» **What is needed**
Find the lines of the records in which the word "Artur" appears and report how many there are, as a number alone.

» **Supplied information**
============
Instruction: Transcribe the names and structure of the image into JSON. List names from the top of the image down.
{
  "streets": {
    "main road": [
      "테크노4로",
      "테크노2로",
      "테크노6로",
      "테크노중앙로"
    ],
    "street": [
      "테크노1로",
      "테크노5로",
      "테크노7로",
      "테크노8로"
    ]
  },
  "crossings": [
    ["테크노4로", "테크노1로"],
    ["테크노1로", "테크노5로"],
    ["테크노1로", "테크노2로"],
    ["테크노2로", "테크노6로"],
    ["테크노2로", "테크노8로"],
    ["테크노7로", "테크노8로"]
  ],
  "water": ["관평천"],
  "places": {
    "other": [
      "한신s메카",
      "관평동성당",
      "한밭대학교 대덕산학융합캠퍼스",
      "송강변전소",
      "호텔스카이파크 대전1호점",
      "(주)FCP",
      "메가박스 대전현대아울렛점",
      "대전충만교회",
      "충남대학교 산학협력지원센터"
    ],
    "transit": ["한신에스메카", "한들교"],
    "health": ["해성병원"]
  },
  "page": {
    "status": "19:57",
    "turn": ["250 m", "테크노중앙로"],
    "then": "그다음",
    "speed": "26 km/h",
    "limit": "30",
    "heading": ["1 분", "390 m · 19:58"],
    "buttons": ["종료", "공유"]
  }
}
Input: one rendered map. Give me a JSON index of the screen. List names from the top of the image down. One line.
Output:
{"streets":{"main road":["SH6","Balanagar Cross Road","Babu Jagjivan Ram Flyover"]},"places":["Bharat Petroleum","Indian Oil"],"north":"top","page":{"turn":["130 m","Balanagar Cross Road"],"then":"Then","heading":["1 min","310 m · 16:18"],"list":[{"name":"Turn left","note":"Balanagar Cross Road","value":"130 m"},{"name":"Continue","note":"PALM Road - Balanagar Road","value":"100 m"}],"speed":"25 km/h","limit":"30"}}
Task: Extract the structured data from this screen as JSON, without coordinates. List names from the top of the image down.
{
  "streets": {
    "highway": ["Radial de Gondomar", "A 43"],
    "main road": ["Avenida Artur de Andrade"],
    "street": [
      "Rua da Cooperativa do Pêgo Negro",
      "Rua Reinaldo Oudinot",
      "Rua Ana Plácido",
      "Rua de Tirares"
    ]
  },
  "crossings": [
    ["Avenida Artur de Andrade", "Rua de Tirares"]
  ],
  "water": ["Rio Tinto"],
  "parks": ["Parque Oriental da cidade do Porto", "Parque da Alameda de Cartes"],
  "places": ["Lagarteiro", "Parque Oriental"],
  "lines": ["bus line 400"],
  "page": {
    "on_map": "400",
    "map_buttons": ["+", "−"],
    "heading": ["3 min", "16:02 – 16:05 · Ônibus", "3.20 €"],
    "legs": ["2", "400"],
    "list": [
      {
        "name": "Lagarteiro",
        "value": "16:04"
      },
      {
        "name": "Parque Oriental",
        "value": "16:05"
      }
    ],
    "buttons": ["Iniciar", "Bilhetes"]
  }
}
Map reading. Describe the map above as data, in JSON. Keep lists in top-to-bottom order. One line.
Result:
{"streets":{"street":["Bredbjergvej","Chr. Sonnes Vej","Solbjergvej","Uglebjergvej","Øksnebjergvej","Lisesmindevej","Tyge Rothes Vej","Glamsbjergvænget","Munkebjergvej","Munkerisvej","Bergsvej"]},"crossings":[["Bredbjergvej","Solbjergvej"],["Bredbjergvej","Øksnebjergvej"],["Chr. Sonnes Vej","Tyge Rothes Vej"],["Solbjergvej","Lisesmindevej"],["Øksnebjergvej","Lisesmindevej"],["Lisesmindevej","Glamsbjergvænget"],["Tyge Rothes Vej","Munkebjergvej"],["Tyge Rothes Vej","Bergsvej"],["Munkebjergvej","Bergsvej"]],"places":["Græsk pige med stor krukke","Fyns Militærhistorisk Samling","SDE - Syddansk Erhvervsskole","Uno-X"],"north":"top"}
============
» **Answer for the task**
2